- Task to carry out
The answer must consist of every line below that contains the word "nowrap".

____

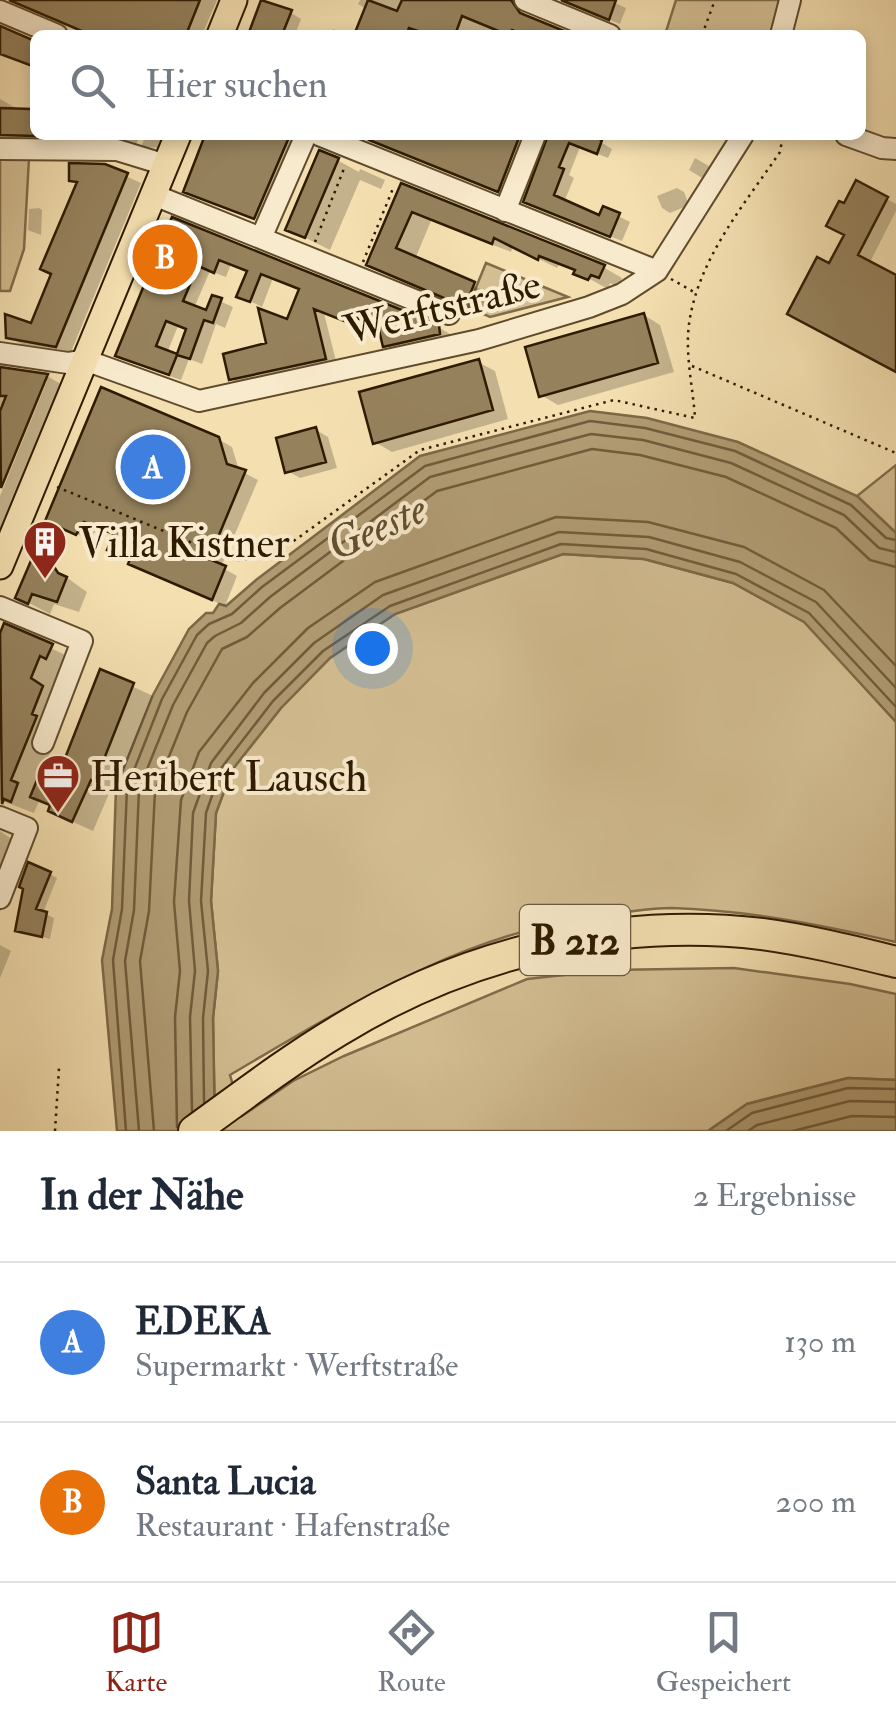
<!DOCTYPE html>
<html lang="de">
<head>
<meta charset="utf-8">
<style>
	body { margin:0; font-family:"IM FELL Double Pica",serif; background:#f2f2f3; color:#1f2937 }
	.you { position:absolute; left:372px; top:648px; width:35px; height:35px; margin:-25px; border:8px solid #fff; border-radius:50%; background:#1a73e8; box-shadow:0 0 0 15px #1a73e833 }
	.badge { display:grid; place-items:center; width:65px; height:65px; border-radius:50%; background:#8f2418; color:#fff; font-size:32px; font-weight:700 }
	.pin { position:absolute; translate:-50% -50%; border:5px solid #fff; box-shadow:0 2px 10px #0006 }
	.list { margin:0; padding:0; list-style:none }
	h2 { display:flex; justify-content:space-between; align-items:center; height:130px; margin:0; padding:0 40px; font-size:42px }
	h2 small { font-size:32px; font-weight:400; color:#747a83 }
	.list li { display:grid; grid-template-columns:65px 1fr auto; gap:30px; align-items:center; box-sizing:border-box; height:160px; padding:0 40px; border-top:2px solid #e0e1e3 }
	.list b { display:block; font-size:38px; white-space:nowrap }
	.list p { margin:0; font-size:32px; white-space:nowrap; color:#747a83 }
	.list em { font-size:32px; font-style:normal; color:#747a83 }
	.icon { flex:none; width:55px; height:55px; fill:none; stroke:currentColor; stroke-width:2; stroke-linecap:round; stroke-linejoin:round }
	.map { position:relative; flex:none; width:896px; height:1131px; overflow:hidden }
	.search { position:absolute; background:#fff; box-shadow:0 5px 15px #0003; left:30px; right:30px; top:30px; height:110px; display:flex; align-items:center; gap:25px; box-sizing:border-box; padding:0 35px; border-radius:15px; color:#747a83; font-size:38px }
	.sheet { height:450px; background:#fff }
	nav { display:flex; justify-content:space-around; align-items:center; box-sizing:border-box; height:140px; border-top:2px solid #e0e1e3; background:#fff; font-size:28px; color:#747a83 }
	nav a { display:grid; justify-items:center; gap:5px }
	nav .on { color:#8f2418 }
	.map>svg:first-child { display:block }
</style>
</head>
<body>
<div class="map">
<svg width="896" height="1131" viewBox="0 0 896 1131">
	<rect width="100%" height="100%" fill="#f4dfb0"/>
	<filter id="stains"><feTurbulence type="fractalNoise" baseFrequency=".002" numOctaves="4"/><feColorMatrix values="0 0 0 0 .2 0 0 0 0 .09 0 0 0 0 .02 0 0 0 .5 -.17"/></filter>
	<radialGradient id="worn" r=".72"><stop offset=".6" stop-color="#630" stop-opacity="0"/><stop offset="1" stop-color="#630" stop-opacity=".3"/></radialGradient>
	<path fill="#d3be92" stroke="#816c4a" stroke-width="2.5" d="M676 0H781L772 35H665Z
		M0 158H29L24 249 10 291H0Z
		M486 263 568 297 490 317 468 307Z
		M896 465V533L857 496Z
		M563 554 644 559 733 583 805 622 896 722V942C822 925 747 910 671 908 654 908 636 911 618 913 474 927 352 1003 230 1075L242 1116 293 1081 344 1056 527 979 610 970 734 968 850 984 896 994V1080L848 1078 747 1104 708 1131H215L213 1018 218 971 211 901 216 813 232 770 281 708 330 658 395 614Z"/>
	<path fill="#b19c74" stroke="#7d6846" stroke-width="2.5" d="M590 411 647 418 738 442 857 496 896 533V722L804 622 733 583 644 559 563 554 395 614 330 658 281 708 232 770 216 813 211 901 218 971 213 1018 215 1131H117L102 960 112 909 116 787 153 695 189 629 206 613H213L219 604 226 606 256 580 420 456Z
		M848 1078 896 1080V1131H708L747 1104Z"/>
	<path fill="#0003" fill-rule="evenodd" d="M9 0H217L202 35H93Z
		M360 0H525L521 9 529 19 569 35H509L496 30 494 35H426L378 16 358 4Z
		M562 0H609L626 8 620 24Z
		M291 13 301 19 295 35H250Z
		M333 29 348 35H330Z
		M0 99 21 111 35 113V135H140L135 147 0 146Z
		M146 135H166L161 148 141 147Z
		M209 135H303L266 223 197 197Z
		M373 135H533L509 196 383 145Z
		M550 135H589L612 149 608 158 580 147 569 175 574 178 564 202 600 218 604 209 630 222 622 241 537 207Z
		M695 158 714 169 707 181 689 170Z
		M337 160 359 172 360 169 385 180 381 189 360 180 330 250 288 229Z
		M104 166 141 183 70 354 23 345 9 337 32 326 54 274 79 184 71 180Z
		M857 183 896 204V211L869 264 896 278V370L830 266 847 235 845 206Z
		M402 186 603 267 622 278 618 287 610 283 608 289 577 272 559 265 557 268 513 246 511 252 431 221 415 259 493 295 484 316 388 275 370 264Z
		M677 188 684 192 689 205 670 213 662 208 657 196Z
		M39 208 42 210 41 235 28 230 29 209Z
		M174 220 438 327 450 334 451 340 396 352 385 345 380 327 369 323 366 330 324 313 337 365 243 386 231 379 269 345 288 322 302 290 273 278 262 307 240 296 250 272 231 264 226 277 210 271 194 308 207 313 213 298 233 307 225 328 216 324 202 364 189 359 181 380 130 362 118 355ZM178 326 189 330 178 357 167 353Z
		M644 315 660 325 674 372 558 405 541 395Z
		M478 362 495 371 508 419 392 452 375 442Z
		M0 369 47 376 68 388 0 537V496L47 381H42L0 483V416L5 406H0Z
		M316 430 328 437 337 468 300 478 288 471Z
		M218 439 232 447 239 470 258 480 221 567 237 576 225 606 144 570 116 535 98 527 90 540 62 527Z
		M52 567 87 592 79 612 54 604 50 614 18 597Z
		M5 627 74 659 54 728 59 731 40 778 51 782 59 780 101 672 153 696 116 791 111 789 93 831 71 821 40 799 34 813 0 800V640Z
		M0 831 26 849 0 912Z
		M50 874 57 878 43 913 54 918 50 939 18 930Z
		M0 945 11 951 0 978Z"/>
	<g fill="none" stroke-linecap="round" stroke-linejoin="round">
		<path stroke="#705c3a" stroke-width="2.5" d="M204 1102 203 1018 208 971 201 901 206 813 222 767 273 701 323 651 390 606 561 544 646 549 736 574 809 613 896 707
			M192 1111 190 1017 195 971 189 901 193 813 211 763 264 693 314 643 383 595 559 532 649 537 740 562 816 602 896 688
			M177 1127 175 1017 180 971 174 902 181 800 199 752 253 683 308 628 375 582 556 517 648 522 744 547 824 590 896 666
			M126 1131 113 960 122 909 127 788 162 699 197 635 209 624 232 614 262 587 425 466 590 421 645 428 735 451 851 505 886 538 896 540
			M139 1131 125 961 134 910 139 789 173 705 207 643 215 636 241 623 270 597 430 477 591 434 643 440 731 463 844 515 879 548 896 552
			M154 1131 140 961 149 911 155 791 187 712 222 649 247 637 280 608 437 491 592 449 640 455 726 477 836 528 870 560 896 567
			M726 1131 752 1113 848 1088 896 1089
			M748 1131 757 1125 850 1101 896 1102
			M793 1131 852 1116 896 1117"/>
	</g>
	<path fill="#95815c" stroke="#2f1b01" stroke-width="2.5" fill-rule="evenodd" d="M9 0H200L186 35H91Z
		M261 0 292 10 282 35H248Z
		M368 0 397 11 402 0H511L520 13 574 35H523L512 30 508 35 462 16 455 35H430L409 28 406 35H354Z
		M561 0H616L609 20Z
		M0 26 35 41V67L0 54Z
		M0 108 32 109 35 111V136L0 135Z
		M205 135H290L254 219 183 192Z
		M371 135H520L498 192 369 140Z
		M548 135H590L602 140 597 154 569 143 559 167 564 169 554 195 599 215 603 206 620 213 610 237 523 202Z
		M319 150 339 158 305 238 285 230Z
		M69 163 105 164 128 173 56 347 6 338 5 314 31 323 51 274 40 269 77 182 69 181Z
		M856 180 888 197 858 255 896 275V372L787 314 817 257 829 263 844 235 826 226 839 201 844 203Z
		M401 183 605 265 599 278 591 275 588 280 573 274 575 270 539 256 538 260 494 238 492 244 412 212 396 248 475 282 465 307 366 265Z
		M172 217 439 325 440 334 383 347 378 326 357 318 354 325 314 309 326 359 229 380 223 354 266 343 258 308 287 319 299 289 261 274 250 302 236 297 247 271 219 260 214 273 198 266 183 301 206 310 212 295 222 298 213 323 204 320 190 359 177 355 169 375 115 356ZM166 321 186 329 177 354 156 346Z
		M644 313 658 363 539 397 525 347Z
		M479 359 493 410 373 444 359 392Z
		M0 367 48 374 1 488 0 411 6 396H0Z
		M101 387 219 437 227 464 246 470 209 559 226 566 212 600 128 564 130 559 107 550 114 534 84 522 76 535 45 521Z
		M316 427 326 462 285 473 276 438Z
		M33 556 53 565 58 573 67 577 57 602 32 594 28 604 15 598Z
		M4 623 53 644 46 659 40 656 31 678 43 686 32 714 37 716 11 780 18 783 11 802 4 799 2 804 0 633Z
		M100 669 134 683 95 782 91 780 72 822 48 811 50 805 30 797 39 775 49 779 52 774 58 776Z
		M28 862 51 872 36 909 47 912 42 937 15 931 23 889 19 887Z"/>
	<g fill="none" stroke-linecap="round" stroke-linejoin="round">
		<defs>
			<path id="minor" d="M525 0 610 35
				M0 11 57 35
				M781 35 790 0
				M319 135 657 271
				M846 135 882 148 896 149
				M0 149 117 150 166 165
				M154 195 449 314
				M505 211 535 135
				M261 238 306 135
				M0 353 68 363 85 360 199 401 479 340 589 307 622 294 657 271 743 135
				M0 607 82 641 43 743
				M0 817 27 828 0 898"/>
			<path id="major" d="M220 35 234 0
				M0 566 178 135"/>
			<path id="highway" d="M194 1131C241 1097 288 1061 338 1031 464 953 614 917 762 934 807 940 851 951 896 962"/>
		</defs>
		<use href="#minor" stroke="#604c2d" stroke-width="24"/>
		<use href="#major" stroke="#2f1b01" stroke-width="29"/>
		<use href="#highway" stroke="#2f1b01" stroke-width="34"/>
		<path stroke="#2f1b01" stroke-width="2.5" stroke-dasharray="2.5 5" stroke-linecap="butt" d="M702 35 715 0
			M315 242 345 166
			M363 262 394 186
			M671 279 694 292
			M692 366 896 453
			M57 487 234 560C256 560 272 554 291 543L420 450 614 400 695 418C693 388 685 355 689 324 698 259 744 205 780 152L783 135
			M55 1131 59 1068"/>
		<use href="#minor" stroke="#f8eacc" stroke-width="20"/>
		<use href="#major" stroke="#f4dfb0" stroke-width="25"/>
		<use href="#highway" stroke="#f4dfb0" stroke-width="30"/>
	</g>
	<defs>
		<symbol id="building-pin" viewBox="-11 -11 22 30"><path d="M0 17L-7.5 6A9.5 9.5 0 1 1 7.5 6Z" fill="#8f2418" stroke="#f8eacc"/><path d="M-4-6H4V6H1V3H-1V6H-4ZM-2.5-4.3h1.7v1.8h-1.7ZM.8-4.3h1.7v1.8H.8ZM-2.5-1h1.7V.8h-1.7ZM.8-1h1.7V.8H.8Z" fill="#fff"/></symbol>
		<symbol id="office-pin" viewBox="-11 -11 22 30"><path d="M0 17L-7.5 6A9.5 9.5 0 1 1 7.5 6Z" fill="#8f2418" stroke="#f8eacc"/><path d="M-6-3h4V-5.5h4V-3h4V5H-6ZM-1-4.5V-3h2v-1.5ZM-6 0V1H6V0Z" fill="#fff"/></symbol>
	</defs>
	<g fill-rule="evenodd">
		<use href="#building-pin" x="20" y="517" width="50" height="68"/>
		<use href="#office-pin" x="33" y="751" width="50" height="68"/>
	</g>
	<g text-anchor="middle" stroke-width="8" stroke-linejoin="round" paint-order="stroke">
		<rect fill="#f8eacc" stroke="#6b593e" stroke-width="2.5" x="520" y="905" width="110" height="70" rx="8"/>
		<g font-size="40" font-weight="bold" fill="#2f1b01">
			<text x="575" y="954">B 212</text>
		</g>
		<g font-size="42" fill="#2f1b01" stroke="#f8eacc">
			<text transform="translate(442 306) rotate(-14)" y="15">Werftstraße</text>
		</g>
		<g font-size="42" fill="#2f1b01" stroke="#f8eacc" text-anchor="start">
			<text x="78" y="557">Villa Kistner</text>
			<text x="90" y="791">Heribert Lausch</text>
		</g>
		<g font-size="45" font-style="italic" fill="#634f2f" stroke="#f8eacc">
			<text transform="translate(376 526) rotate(-24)" y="16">Geeste</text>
		</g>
	</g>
	<rect width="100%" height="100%" filter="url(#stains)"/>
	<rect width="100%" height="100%" fill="url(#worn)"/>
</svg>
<div class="you"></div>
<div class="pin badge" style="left:153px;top:467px;background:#3f7fe0">A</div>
<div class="pin badge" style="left:165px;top:257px;background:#e8710a">B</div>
<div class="search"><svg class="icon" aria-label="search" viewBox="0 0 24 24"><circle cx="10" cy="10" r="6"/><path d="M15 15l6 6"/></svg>Hier suchen</div>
</div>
<section class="sheet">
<h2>In der Nähe<small>2 Ergebnisse</small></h2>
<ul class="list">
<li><span class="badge" style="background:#3f7fe0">A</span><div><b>EDEKA</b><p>Supermarkt · Werftstraße</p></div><em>130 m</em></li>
<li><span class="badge" style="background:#e8710a">B</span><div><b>Santa Lucia</b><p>Restaurant · Hafenstraße</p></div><em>200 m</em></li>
</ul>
</section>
<nav>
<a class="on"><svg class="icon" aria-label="map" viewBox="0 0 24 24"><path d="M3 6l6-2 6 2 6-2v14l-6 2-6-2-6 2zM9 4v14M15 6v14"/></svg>Karte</a>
<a><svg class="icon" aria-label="directions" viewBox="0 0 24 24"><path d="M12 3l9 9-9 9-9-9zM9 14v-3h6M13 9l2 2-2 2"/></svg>Route</a>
<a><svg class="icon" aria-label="saved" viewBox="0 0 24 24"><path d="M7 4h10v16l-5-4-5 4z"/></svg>Gespeichert</a>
</nav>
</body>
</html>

____

- Output of the exercise
	.list b { display:block; font-size:38px; white-space:nowrap }
	.list p { margin:0; font-size:32px; white-space:nowrap; color:#747a83 }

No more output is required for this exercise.